Rewind : Henri, Porte des Lilas

Retour de la rubrique Rewind se penchant sur un vieux tube. Après le Brigadier Sabari d'Alpha Blondy (cf. le premier article, ici), on aborde une zik radicalement différente.

En 1981 sort le tube Henri, Porte des Lilas de Philippe Timsit (rien à voir avec Patrick).
Le titre, joliment nostalgique de nos jours, est déjà à l’époque quelque peu douloureux et mélancolique, malgré une mélodie enlevée, notamment sur le refrain.
Il s’agit en effet d’une histoire un peu amère : un ancien musicos, parti faire son service militaire, se rend compte qu’entre-temps l’un de ses potes est devenu la star du rock en France. Il tente alors de reprendre contact avec lui et de lui quémander du taf.

Les paroles évoquent un moment crucial pour la musique ("avec nos guitares électriques, on a fait changer la musique") et plus spécifiquement l’époque des "yéyé". Un rock pourtant soft (mais perçu comme ô combien transgressif) prend alors le dessus sur les gentilles ballades. Les rockers sont encore en costard, mais on sent que la tenue les gratte.
La chanson parle aussi, mine de rien, de la difficulté de vivre de son art (plus précisément ici de la musique, forcément, Henri étant bassiste).

Mais, là où ça devient encore plus intéressant, c’est que Philippe Timsit évoque de vraies personnes dans sa chanson, même s’il est difficile de démêler le vrai du faux entre les différentes théories et rumeurs.
Le "Henri" de ce titre pourrait en effet être soit Aldo Martinez, ancien bassiste des Chaussettes Noires (qui s’adresserait alors à Eddy Mitchell), soit Henri Leproux, créateur du Golf-Drouot, le "temple du rock" (qui pourrait éventuellement s’adresser à Johnny Halliday).

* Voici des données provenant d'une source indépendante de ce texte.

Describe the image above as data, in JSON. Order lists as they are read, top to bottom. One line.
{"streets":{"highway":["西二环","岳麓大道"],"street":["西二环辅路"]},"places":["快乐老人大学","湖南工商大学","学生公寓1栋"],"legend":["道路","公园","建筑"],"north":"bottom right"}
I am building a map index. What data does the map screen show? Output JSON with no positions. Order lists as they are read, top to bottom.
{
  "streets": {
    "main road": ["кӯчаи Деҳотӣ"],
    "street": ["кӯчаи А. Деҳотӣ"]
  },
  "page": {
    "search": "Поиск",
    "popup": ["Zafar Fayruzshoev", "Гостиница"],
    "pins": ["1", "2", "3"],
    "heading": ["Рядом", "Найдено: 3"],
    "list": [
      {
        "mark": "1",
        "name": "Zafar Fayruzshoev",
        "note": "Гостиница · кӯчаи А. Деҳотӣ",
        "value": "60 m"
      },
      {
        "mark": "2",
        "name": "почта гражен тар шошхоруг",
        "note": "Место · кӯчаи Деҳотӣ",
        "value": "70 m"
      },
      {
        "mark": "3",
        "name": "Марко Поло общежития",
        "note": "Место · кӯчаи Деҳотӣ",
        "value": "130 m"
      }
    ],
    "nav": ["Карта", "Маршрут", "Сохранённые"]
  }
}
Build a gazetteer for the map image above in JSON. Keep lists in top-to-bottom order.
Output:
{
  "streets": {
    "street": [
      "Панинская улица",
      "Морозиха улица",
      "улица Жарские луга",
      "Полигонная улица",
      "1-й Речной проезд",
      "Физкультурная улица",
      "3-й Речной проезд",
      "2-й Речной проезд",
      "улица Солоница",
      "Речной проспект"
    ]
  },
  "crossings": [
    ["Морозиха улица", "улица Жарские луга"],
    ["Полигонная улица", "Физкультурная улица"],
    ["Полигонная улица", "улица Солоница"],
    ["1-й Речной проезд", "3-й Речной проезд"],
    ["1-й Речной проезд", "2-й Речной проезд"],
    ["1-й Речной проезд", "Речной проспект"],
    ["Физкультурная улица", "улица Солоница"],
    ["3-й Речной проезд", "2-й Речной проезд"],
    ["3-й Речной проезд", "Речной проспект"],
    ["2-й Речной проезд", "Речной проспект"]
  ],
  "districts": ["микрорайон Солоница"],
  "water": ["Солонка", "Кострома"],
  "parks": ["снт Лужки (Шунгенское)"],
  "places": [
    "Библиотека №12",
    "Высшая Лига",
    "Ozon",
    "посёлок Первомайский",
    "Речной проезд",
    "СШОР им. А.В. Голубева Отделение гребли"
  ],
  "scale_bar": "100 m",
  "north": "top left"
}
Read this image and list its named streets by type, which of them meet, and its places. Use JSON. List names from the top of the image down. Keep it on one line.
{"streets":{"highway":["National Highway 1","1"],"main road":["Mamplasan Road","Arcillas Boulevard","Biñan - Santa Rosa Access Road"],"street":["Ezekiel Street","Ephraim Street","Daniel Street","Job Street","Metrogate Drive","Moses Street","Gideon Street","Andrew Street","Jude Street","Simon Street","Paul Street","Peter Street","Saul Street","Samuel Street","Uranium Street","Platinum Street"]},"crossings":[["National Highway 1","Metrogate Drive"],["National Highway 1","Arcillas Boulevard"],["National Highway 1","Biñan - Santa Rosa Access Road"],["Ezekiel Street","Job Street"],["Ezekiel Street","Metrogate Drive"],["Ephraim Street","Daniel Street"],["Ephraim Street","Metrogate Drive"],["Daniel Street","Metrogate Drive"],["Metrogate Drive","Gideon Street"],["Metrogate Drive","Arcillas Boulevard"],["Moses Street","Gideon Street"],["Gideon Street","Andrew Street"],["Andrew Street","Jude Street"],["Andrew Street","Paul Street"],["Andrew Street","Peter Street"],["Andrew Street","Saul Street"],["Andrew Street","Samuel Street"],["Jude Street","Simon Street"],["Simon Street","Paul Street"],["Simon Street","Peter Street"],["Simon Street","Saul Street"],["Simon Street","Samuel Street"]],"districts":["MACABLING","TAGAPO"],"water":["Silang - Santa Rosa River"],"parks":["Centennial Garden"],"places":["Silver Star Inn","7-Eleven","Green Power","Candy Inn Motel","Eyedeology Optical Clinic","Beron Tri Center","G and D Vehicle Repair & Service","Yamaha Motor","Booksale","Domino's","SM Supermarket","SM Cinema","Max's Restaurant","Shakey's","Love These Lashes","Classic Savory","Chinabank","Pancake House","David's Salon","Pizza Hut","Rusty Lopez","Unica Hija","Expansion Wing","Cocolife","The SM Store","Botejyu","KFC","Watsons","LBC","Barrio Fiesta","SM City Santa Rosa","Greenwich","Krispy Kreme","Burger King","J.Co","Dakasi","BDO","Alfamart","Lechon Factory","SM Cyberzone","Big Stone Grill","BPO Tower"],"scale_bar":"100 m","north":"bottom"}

Il semblerait en réalité que l’hypothèse Aldo soit la bonne, notamment si l’on tient compte d’une interview que l’intéressé aurait donné à Jukebox Magazine et dans laquelle il expliquerait la création de la chanson et sa gêne devant un Timsit le faisant passer pour un paumé alors qu’il parvenait à vivre de son travail.

Enfin, amusante anecdote concernant les paroles, tous les sites, de YouTube à Bide et Musique, retranscrivent ainsi les paroles de l’un des couplets :
Y avait des filles plein les coulisses,
Tu voulais pas faire comme Elvis.
Ce qui n'a aucun sens... qu’est-ce qu’il est censé faire, Elvis, que l’autre évite ?
En fait, il s’agit d’une hallucination auditive, la véritable retranscription, qui elle a du sens, est :
Y avait des filles plein les coulisses,
Tu roulais par terre comme Elvis.

Oh, ben du coup, c’est compréhensible maintenant !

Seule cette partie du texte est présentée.